Introduction
Le 26 janvier 2004, un nouveau site est lancé qui, selon ses auteurs, est probablement le premier livre de théorie sociologique « web ». Site et livre, Paris ville invisible est les deux. Publié six ans plus tôt sous format papier par les Empêcheurs de penser en rond / La Découverte, le livre, déjà, étonnait par sa taille (quasi format A3), sa maquette et ce qui s’y déroulait. Paris, ses réseaux techniques et ses objets ordinaires, ses infrastructures et ses panoramas, ses tracées de rues et ses institutions se laissent voir dans des images et textes à tailles variables, toujours mutantes ; dans l’enchaînement continu mais dès lors hirsute des paragraphes ; dans la juxtaposition des photos myopes, tantôt minuscules, tantôt recouvrant la page entière. Cette mise en scène des explorations de Bruno Latour et d’Emilie Hermant était l’œuvre du designer Susanna Shannon. Pour la création du site, le sociologue et la photographe se sont adressés à Patricia Reed, graphiste du net. S’agit-il alors de « mettre en ligne » le même livre ? Pas tout à fait. Un sous-titre est ajouté, la couverture est retravaillée en préface, ici et là le texte est légèrement transformé, certaines images ont disparu... Mais surtout les textes et les images sont mis en mouvement, le montage électronique crée d’autres sens dans le propos et la navigation du lecteur, devenu internaute, est réorientée. De quoi changer le livre assez radicalement dans son passage sur le web.

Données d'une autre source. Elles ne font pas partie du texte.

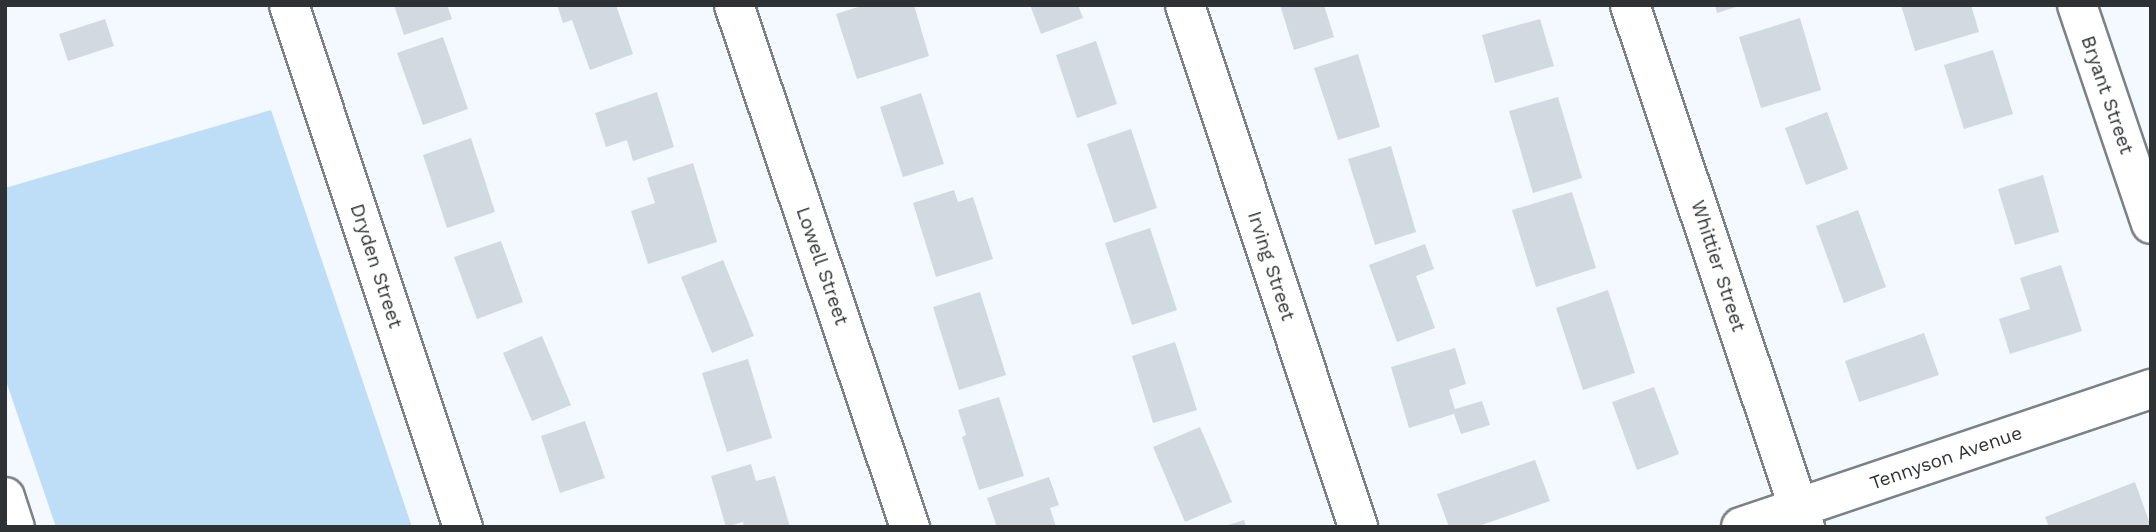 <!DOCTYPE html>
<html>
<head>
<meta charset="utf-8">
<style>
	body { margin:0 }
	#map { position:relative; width:2156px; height:532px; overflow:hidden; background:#f3f9fe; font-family:"Work Sans",sans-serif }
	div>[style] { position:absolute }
	.green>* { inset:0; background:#beddf7 }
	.building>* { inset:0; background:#d2d9e0 }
	.roads { filter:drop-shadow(2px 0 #7b8187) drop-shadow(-2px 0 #7b8187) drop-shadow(0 2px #7b8187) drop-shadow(0 -2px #7b8187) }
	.minor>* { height:38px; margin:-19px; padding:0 19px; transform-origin:19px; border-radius:19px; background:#fff }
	span { translate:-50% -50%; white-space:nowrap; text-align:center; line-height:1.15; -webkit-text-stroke:5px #fff; paint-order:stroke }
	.street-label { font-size:19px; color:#2f3234 }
	.frame { position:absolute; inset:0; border:7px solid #2f3234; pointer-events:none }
</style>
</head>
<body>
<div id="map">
	<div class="green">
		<div style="clip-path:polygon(271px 110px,412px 527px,56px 527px,5px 378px,5px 188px)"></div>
	</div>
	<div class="building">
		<div style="clip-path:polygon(394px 5px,447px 5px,452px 19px,404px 35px)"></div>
		<div style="clip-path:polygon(557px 5px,616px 5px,633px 54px,590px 70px,572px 20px,563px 23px)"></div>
		<div style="clip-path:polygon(864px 5px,914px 5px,929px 56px,857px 79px,836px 14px)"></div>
		<div style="clip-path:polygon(1030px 5px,1078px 5px,1083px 18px,1041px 34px)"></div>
		<div style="clip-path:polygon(1280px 5px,1324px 5px,1334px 37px,1294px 50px)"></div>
		<div style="clip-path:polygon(1715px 5px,1739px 5px,1739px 6px,1717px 13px)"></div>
		<div style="clip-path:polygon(1901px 5px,1971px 5px,1979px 32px,1915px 51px)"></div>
		<div style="clip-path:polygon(1800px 18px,1821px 90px,1761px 108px,1739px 37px)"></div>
		<div style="clip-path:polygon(105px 19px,114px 46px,68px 61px,59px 34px)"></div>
		<div style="clip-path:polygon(1540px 19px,1554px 66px,1495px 83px,1482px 35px)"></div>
		<div style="clip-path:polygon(443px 37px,468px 109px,423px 125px,397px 53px)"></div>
		<div style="clip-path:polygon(1096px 41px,1117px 104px,1077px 118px,1056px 55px)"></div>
		<div style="clip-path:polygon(1993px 50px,2013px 114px,1964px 129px,1944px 65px)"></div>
		<div style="clip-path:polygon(1358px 54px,1380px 127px,1338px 140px,1314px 68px)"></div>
		<div style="clip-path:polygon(657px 92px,674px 147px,633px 161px,627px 140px,606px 147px,595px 113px)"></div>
		<div style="clip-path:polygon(921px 93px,944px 164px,903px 177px,880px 107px)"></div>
		<div style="clip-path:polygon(1558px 97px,1582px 178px,1533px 193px,1509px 111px)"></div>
		<div style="clip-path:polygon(1827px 112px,1848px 169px,1806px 185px,1785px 128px)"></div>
		<div style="clip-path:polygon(1131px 129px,1157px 208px,1114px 223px,1087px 144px)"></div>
		<div style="clip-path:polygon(471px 138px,495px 212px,447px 228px,423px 155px)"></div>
		<div style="clip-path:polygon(1391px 146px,1416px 232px,1375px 245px,1348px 159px)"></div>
		<div style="clip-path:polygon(693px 163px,717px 242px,648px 264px,631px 211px,655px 203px,647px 178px)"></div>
		<div style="clip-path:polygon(2043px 175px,2059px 232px,2015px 245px,1998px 189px)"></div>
		<div style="clip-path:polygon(954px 190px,958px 202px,973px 197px,993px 259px,936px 277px,913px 203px)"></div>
		<div style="clip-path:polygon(1572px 192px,1596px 268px,1536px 287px,1512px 210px)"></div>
		<div style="clip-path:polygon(1858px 210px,1886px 287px,1844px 303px,1816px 226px)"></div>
		<div style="clip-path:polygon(1150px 228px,1177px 310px,1132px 325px,1105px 243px)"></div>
		<div style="clip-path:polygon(501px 241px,523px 302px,477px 319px,454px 257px)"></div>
		<div style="clip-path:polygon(1425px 244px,1434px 269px,1416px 276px,1435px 328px,1397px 342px,1369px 265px)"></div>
		<div style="clip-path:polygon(723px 260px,754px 336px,712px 353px,681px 277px)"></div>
		<div style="clip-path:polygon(2061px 265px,2082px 331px,2010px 354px,1999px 319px,2030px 309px,2020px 278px)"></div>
		<div style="clip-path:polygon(1608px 290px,1635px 373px,1583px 390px,1556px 308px)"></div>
		<div style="clip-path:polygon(980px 292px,1006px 375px,959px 390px,933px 307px)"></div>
		<div style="clip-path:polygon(1924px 333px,1939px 375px,1859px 402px,1845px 361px)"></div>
		<div style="clip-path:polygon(542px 336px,571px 405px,532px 421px,503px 353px)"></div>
		<div style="clip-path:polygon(1175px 342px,1197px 410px,1153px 423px,1132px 356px)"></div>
		<div style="clip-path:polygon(1455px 348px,1466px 384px,1449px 390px,1455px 409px,1482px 401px,1490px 425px,1461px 434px,1454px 414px,1409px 428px,1391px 367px)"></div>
		<div style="clip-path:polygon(748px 359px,772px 438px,727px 452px,702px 373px)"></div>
		<div style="clip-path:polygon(1654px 387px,1679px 454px,1637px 470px,1612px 402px)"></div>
		<div style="clip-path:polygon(999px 397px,1024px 476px,979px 490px,962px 437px,966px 435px,958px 410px)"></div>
		<div style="clip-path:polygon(585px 421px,605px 478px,560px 493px,541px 436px)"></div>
		<div style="clip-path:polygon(1200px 427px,1232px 502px,1185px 522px,1153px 447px)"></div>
		<div style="clip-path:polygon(1535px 460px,1550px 501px,1476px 527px,1449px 527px,1437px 494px)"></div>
		<div style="clip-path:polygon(751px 464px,756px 481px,775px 476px,790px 527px,744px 527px,743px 522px,726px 527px,711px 476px)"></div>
		<div style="clip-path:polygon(1049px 477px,1059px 505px,1050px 508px,1056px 527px,997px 527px,987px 498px)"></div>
		<div style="clip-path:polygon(2135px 482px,2151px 527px,2049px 527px,2045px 517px)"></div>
		<div style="clip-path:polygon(1244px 520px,1246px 527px,1225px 527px,1225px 526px)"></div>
	</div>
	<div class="roads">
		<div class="minor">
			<div style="left:289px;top:5px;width:550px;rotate:71.57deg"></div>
			<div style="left:734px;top:5px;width:551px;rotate:71.37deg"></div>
			<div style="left:1185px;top:5px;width:550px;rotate:71.66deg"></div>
			<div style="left:1630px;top:5px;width:551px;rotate:71.47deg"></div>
			<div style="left:2077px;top:5px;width:231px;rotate:71.3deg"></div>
			<div style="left:5px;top:497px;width:32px;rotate:72deg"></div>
			<div style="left:1741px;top:527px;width:433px;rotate:-18.6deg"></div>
		</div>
	</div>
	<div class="street-label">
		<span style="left:2107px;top:95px;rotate:71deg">Bryant Street</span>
		<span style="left:376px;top:266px;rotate:72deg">Dryden Street</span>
		<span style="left:822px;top:266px;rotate:71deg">Lowell Street</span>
		<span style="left:1271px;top:266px;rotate:72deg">Irving Street</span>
		<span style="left:1718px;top:266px;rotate:72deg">Whittier Street</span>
		<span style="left:1946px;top:458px;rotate:-19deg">Tennyson Avenue</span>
	</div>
	<div class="frame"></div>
</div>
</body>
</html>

Paris ville invisible est une exploration de la ville mais aussi un traité sociologique et un manifeste pour la ville. En élaborant ces trois aspects, j’espère avoir créé un guide de navigation qui permette de s’aventurer dans les photomontages, de se perdre dans les images et les détails tout en y retrouvant les astuces du propos tissé à travers le livre web. Quatre commentaires se succèdent : "Paris réel, Paris virtuel" sont l’enjeu de Paris ville invisible ; "Montages d’images" sont sa méthode et son dispositif de recherche ; "Paris, villes partielles" est son fil conducteur ; et "Permettre" est son mot final, son but.
Paris réel, Paris virtuel
« Ville invisible » : on pourrait croire qu’il s’agit de dévoiler les infrastructures qui sous-tendent notre vie urbaine, de découvrir le fonctionnement technique de la ville, de passer en coulisses. Mais ce sont plutôt les Villes invisibles d’Italo Calvino que les auteurs tentent de réveiller, des villes indécises, porteuses d’autres possibilités et avenirs que ceux présentés par le Paris qui nous surplombe aujourd’hui. Ils appellent cela « passer du Paris réel au Paris virtuel », virtuel non pas parce qu’il serait factice ou électronique mais parce qu’il aurait des vertus qui nous permettent de le refaire.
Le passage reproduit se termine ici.